Have you ever seen “A Christmas Story”? You know, the movie where Ralphie begs his parents to get him a Red Ryder BB gun, but they refuse because “you’ll shoot your eye out!” Most of that movie was filmed in Cleveland, where Ron Tober grew up.
Born and raised alongside the tracks in Cleveland (first the Nickel Plate railroad and later the Cleveland Rapid), Tober has had a love for transit much like Ralphie had a love for that BB gun, which guided him towards the public transportation field.
“I just got fascinated with trains as I was a kid,” Tober says, “I went off to college and went to an Eastern liberal Ivy League school. And during the late ’60s was an engineer, but sort of got interested in doing stuff in cities and helping people and not worrying about profit.
“I used to wear a button that said People not Profit.
“All of that stuff. That interest in trains, the propensity to want to do something to help people in cities and being an engineer, all of those things sort of coalesced around moving in the direction of public transportation,” says Tober.
“I had read a book when I was in my senior year in college in engineering school in Cornell called The Urban Transportation Problem. A very, in those days, primitive discussion about what was going on in cities. So all that stuff is where it came together for me in a nutshell. The combinations of the fascination and fondness for trains as a kid, and trying to find my niche with the talents God had given me and the direction I got pointed in. And I’ve been in the business ever since.”
Tober began a career in transit after college and traveled around the country, like many executives, before landing back home in Cleveland, where he eventually became general manager and held that position for 12 years. But his transit career would take its next step, an unexpected one, a litte further south than he had planned. Tober would soon be recruited to start a transit system from the ground up in Charlotte, N.C.

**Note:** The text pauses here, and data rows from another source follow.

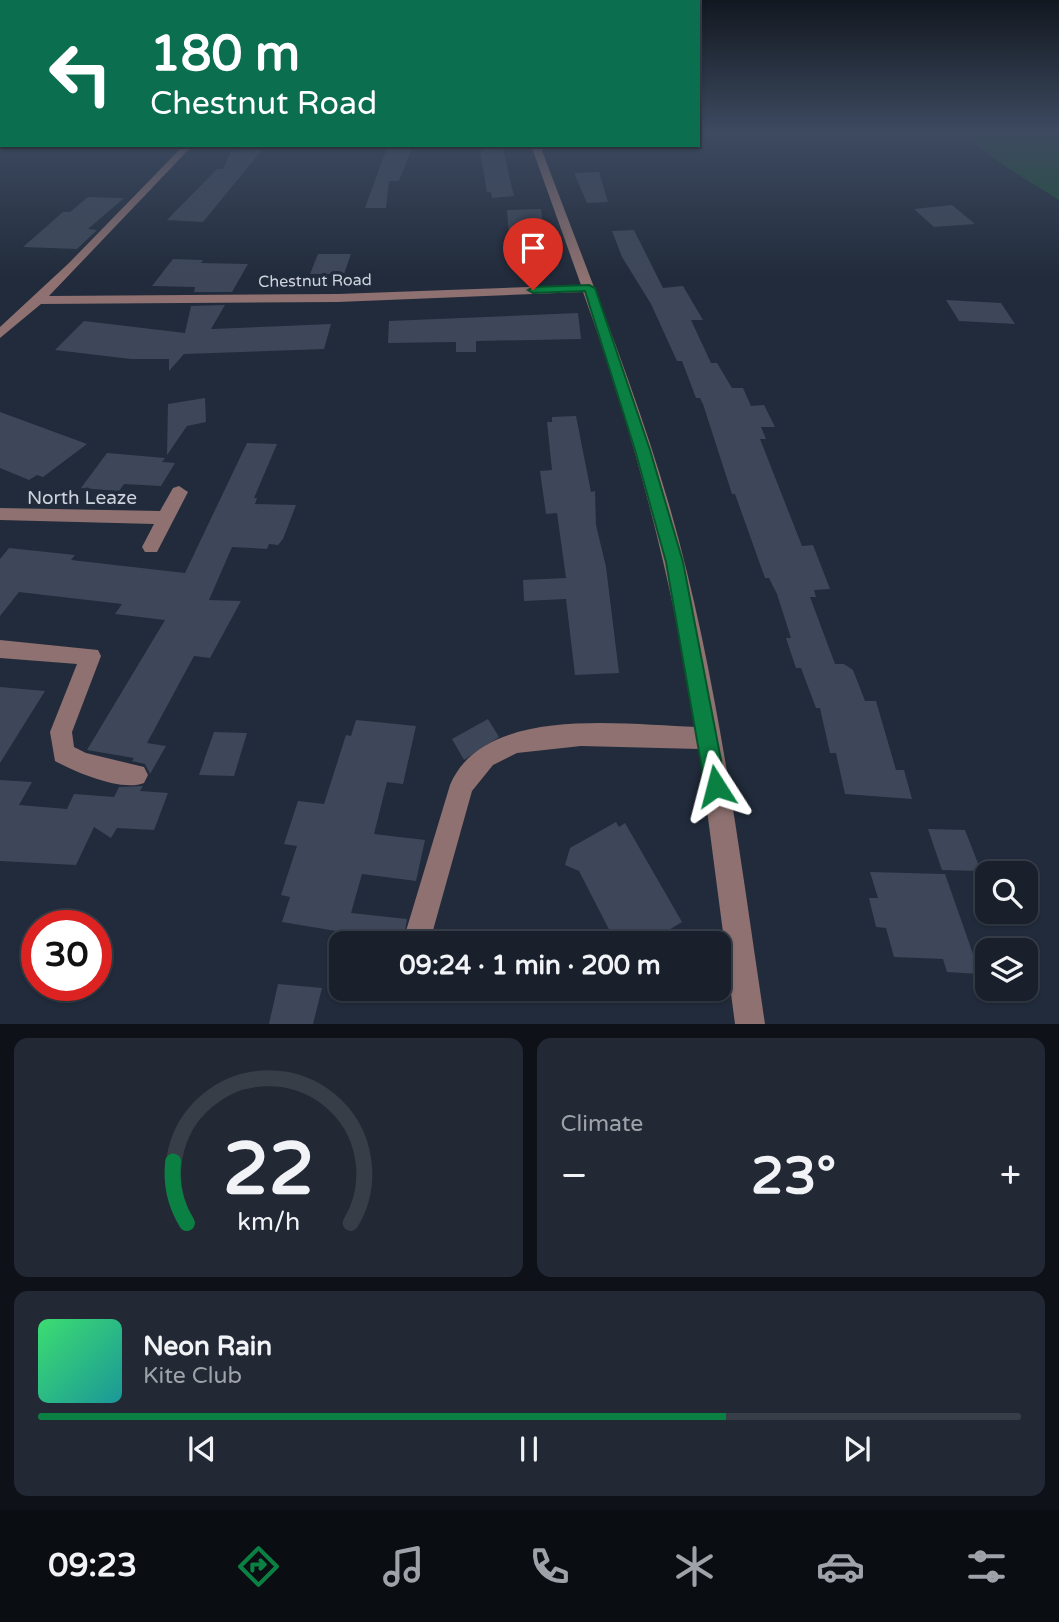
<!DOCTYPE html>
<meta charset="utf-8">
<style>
body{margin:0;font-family:"Varela Round",sans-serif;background:#222834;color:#f1f3f6;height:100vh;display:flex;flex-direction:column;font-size:26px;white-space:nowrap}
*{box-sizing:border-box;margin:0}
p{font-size:23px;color:#9fa3a9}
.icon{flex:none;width:38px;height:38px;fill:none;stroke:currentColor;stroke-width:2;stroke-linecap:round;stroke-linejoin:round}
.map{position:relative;height:1024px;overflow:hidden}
.sheet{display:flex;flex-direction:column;gap:14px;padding:14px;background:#0e1218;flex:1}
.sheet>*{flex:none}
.top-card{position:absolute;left:0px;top:0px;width:700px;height:147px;box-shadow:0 2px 5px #0004,0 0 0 2px #373e48;background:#0b6e4f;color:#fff;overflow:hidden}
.buttons{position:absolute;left:975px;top:861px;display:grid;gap:14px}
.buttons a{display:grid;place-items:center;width:63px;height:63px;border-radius:14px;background:#19202c;box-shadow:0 2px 5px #0004,0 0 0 2px #373e48;font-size:35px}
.speed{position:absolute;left:21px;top:910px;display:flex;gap:14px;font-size:35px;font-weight:700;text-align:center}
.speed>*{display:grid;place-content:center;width:91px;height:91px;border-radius:50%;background:#19202c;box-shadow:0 2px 5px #0004,0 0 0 2px #373e48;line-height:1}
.speed .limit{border:10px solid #d22;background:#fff;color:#111}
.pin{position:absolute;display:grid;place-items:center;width:60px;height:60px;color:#fff;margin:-72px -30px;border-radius:50% 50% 50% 0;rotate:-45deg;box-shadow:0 0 7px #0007}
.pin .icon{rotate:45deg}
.me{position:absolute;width:77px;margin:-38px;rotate:351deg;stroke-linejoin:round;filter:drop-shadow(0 0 5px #0008)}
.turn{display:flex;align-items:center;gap:24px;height:147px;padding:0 35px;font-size:32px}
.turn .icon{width:91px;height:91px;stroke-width:2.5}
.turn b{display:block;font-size:49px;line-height:60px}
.big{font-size:52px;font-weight:800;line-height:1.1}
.sheet .card{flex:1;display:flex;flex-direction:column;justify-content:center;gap:10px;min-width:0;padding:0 24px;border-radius:14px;background:#222834}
.sheet .dial{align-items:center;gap:0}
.dial svg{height:182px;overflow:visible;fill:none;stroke:#373e48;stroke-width:7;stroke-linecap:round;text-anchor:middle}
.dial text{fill:#f1f3f6;stroke:none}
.song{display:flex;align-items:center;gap:21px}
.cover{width:84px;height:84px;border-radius:10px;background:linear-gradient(135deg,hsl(140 70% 55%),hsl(180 70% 35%))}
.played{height:7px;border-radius:4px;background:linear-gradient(90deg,#0b8043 70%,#373e48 70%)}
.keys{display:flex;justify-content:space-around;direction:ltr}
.heat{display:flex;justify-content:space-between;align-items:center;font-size:38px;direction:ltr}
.sheet .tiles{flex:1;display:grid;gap:14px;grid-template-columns:1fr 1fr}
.card:last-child{grid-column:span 2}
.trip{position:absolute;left:329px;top:931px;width:402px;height:70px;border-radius:14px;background:#19202c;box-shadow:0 2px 5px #0004,0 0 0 2px #373e48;font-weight:800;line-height:70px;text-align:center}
.dock{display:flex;height:112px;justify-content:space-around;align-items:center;background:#0a0d12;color:#9fa3a9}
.dock .icon{width:49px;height:49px}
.dock .current{color:#0b8043}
.dock b{font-size:32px;color:#f1f3f6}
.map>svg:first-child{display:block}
.green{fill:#1d5235}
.building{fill:#3d4759}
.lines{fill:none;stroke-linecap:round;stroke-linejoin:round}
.minor{fill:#8e7170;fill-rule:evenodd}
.route{fill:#0b8043;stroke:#07532c;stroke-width:2}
.labels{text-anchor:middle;stroke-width:7;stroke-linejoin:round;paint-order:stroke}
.far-street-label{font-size:16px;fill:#ccd3dd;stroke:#212b3b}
.street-label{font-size:19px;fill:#ccd3dd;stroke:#212b3b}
</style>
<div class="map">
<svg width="1059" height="1024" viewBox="0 0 1059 1024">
<rect width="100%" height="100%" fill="#212b3b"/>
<polygon class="green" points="961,134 1059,134 1059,200 1009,169"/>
<g class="building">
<polygon points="388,145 413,145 399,181 389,181 386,208 365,208"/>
<polygon points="494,145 502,145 514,196 492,198 491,192 487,192 480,151"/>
<polygon points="262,150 203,222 167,220 217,169 223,169 231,152"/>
<polygon points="599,172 608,202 587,203 574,173"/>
<polygon points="88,197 124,198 88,229 97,230 77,249 23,247 63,212 70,212"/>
<polygon points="952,205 975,224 934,227 914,209"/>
<polygon points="541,209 549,264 511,266 507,210"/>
<polygon points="634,230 663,288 683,286 703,320 691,320 711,363 717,363 732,388 743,388 751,406 764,405 775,427 761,427 766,439 760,439 802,546 813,545 830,589 814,590 816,597 810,597 835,664 844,664 853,670 865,701 876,701 896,770 904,770 912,799 845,794 836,753 830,753 820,708 816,708 801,668 796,668 786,638 791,638 777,594 769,578 765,578 735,494 732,494 703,404 700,398 696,398 682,361 677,361 651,304 622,257 612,231"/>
<polygon points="318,254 351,254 344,274 310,274"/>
<polygon points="173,259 203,260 201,263 248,264 232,292 194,292 195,287 152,286"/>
<polygon points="946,300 1001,303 1015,324 959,321"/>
<polygon points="225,305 211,329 331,324 324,349 184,354 169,371 169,359 131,359 55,350 84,321 185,333 191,306"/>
<polygon points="578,313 581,339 476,341 476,352 456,352 456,342 388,343 389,321"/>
<polygon points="205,398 206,422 187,426 167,455 168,404"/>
<polygon points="0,412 87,444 43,477 37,475 29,480 0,468"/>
<polygon points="576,416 591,492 595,491 596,525 606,567 619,673 575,675 566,599 524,601 523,580 566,578 557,513 546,514 540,471 552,470 547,422 552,422 552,417"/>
<polygon points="247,443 277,444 254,498 257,498 255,504 296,505 283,539 278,545 269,544 267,549 232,547 209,600 241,601 210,658 194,656 147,743 166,746 150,774 145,764 132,761 134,758 87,750 165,620 115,614 122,604 19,592 0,616 0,559 9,548 75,555 71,560 185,573"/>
<polygon points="107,453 165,458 162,462 175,463 161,486 124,484 119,491 81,488"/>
<polygon points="0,687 45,691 0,763"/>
<polygon points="488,719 499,737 464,760 452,739"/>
<polygon points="356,720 416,726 403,784 387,782 374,834 425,840 416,881 362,874 351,913 407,919 403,943 365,943 366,936 282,922 290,897 281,895 297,846 284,844 298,801 324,804 346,735 351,736"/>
<polygon points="214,732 247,733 234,776 199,775"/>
<polygon points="0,780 32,782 19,805 67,809 74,794 114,797 119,787 143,786 140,791 168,793 154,830 117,828 111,838 94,827 76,865 0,861"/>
<polygon points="616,822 619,827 625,823 682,922 647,943 616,943 579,871 565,865 570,848"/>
<polygon points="928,829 965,830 981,871 942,870"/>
<polygon points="870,872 945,874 980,974 947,972 943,959 894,957 886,928 876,927 869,898 878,898"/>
<polygon points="278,984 322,988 313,1024 269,1024"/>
</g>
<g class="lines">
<g class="minor">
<path d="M184,145H193L49,296L338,294L581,285L531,145H540C585,266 634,384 670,508C718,676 739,851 765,1024H735L699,749L581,746L517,753L493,765L472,791L430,941L423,943L410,941L406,931L450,785C484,704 625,725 696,727C671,576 635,436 583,292L338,302L41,304L0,338V327L69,263Z"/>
<polygon points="179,486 188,492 157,552 145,552 142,547 154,524 0,520 0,508 160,511 173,488"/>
<path d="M0,640L98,650L101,656L72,732L74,747L86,753L144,767L148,775L144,783C122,792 75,772 55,761L50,732L77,664L0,658Z"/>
</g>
</g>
<linearGradient id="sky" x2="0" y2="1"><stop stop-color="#121820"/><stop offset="0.48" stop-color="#3d4a60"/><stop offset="1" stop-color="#3d4a60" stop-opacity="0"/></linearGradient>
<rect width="1059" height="277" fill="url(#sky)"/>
<polygon class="route" points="589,285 595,288 650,450 683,562 726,786 723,793 716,797 708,793 705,786 666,562 635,450 585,291 533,293 528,290 533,287"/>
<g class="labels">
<g class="far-street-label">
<text transform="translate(315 280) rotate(-1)" y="6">Chestnut Road</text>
</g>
<g class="street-label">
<text x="82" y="504">North Leaze</text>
</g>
</g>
</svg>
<div class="buttons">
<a><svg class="icon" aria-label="search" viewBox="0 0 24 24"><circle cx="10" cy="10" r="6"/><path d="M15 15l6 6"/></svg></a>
<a><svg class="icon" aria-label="layers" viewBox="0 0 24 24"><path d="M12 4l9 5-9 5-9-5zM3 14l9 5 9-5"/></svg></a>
</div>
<div class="speed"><div class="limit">30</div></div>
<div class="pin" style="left:533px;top:290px;background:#d93025"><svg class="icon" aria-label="arrive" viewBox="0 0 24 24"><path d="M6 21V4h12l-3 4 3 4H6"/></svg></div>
<svg class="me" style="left:716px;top:786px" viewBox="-20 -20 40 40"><path d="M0-17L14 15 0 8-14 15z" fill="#0b8043" stroke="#fff" stroke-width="4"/></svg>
<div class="trip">09:24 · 1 min · 200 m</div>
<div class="top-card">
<div class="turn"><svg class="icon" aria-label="left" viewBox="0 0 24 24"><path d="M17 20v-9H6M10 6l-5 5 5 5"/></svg><div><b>180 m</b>Chestnut Road</div></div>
</div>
</div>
<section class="sheet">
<div class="tiles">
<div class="card dial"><svg viewBox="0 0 100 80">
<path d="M14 69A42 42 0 1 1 86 69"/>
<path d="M14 69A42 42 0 0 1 8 42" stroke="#0b8043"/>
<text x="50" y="56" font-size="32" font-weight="700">22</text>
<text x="50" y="72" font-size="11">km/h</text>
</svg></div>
<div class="card"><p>Climate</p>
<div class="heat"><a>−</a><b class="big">23°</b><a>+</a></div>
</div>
<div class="card">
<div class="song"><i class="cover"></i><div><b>Neon Rain</b><p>Kite Club</p></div></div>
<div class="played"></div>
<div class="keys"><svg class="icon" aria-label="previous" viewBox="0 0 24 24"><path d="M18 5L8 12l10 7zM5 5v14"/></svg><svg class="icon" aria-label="pause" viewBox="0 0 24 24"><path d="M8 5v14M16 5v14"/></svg><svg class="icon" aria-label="next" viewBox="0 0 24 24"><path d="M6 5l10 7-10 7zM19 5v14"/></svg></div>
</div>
</div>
</section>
<nav class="dock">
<b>09:23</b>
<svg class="icon current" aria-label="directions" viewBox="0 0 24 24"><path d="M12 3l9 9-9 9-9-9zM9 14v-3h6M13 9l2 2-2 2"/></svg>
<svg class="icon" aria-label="music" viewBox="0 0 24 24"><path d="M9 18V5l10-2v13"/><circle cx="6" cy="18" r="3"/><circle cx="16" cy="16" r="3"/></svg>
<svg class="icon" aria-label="phone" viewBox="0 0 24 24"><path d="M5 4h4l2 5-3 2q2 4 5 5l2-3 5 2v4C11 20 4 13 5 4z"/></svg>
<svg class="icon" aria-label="climate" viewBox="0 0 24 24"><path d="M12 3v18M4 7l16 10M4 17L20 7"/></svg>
<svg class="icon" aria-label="car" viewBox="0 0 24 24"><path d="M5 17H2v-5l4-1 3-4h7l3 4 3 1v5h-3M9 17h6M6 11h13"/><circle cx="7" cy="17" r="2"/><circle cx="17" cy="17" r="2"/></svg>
<svg class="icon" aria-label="filters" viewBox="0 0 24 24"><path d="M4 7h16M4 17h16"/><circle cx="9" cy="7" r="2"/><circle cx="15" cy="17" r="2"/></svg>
</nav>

“We had not planned to stay in Cleveland forever. Cleveland was my hometown obviously as I had said earlier. And right at the time that they recruited me to come down [to Charlotte] I wasn’t looking to leave at all,” Tober says.
“My youngest daughter was just starting as a junior in high school. And it wasn’t a great time to move her. We figured that maybe within two years we would move. But I got recruited to this job and got interested in it because it was an opportunity to build a brand new transit system in a fast-growing city, Charlotte.
“Dynamic economically, prosperous community where they were talking about tying land use and transit together. So building something from scratch and doing it right … in other words tying the development of the transit system together with land-use planning is what attracted me to this job,” he says.
Tober dismissed the recruiter initially and wouldn’t even look at the documents she sent him until after she called him a third time.
“I just said no, we’re not ready to move,” he admits.
Finally looking at the documents, he was hooked and made the decision to apply for the job, which he ended up getting.
“Thank goodness she persisted,” he laughs.
Starting CATS from Scratch
Tober left being the general manager of the Cleveland RTA and moved to Charlotte in November of 1999. There he found that he had no public transit department, just a section of the Charlotte Department of Transportation (DOT). Tober says his staff was about 20 to 25 people strong when they created the public transportation department and the CATS dba in the first few months he was there, but they’ve grown quite a bit since.
“So there were only 20 to 25 employees there, where now here at the city we’re approaching 375 people at CATS, which includes our paratransit operation, and the light rail operation as well as the larger administrative professional staff,” Tober says.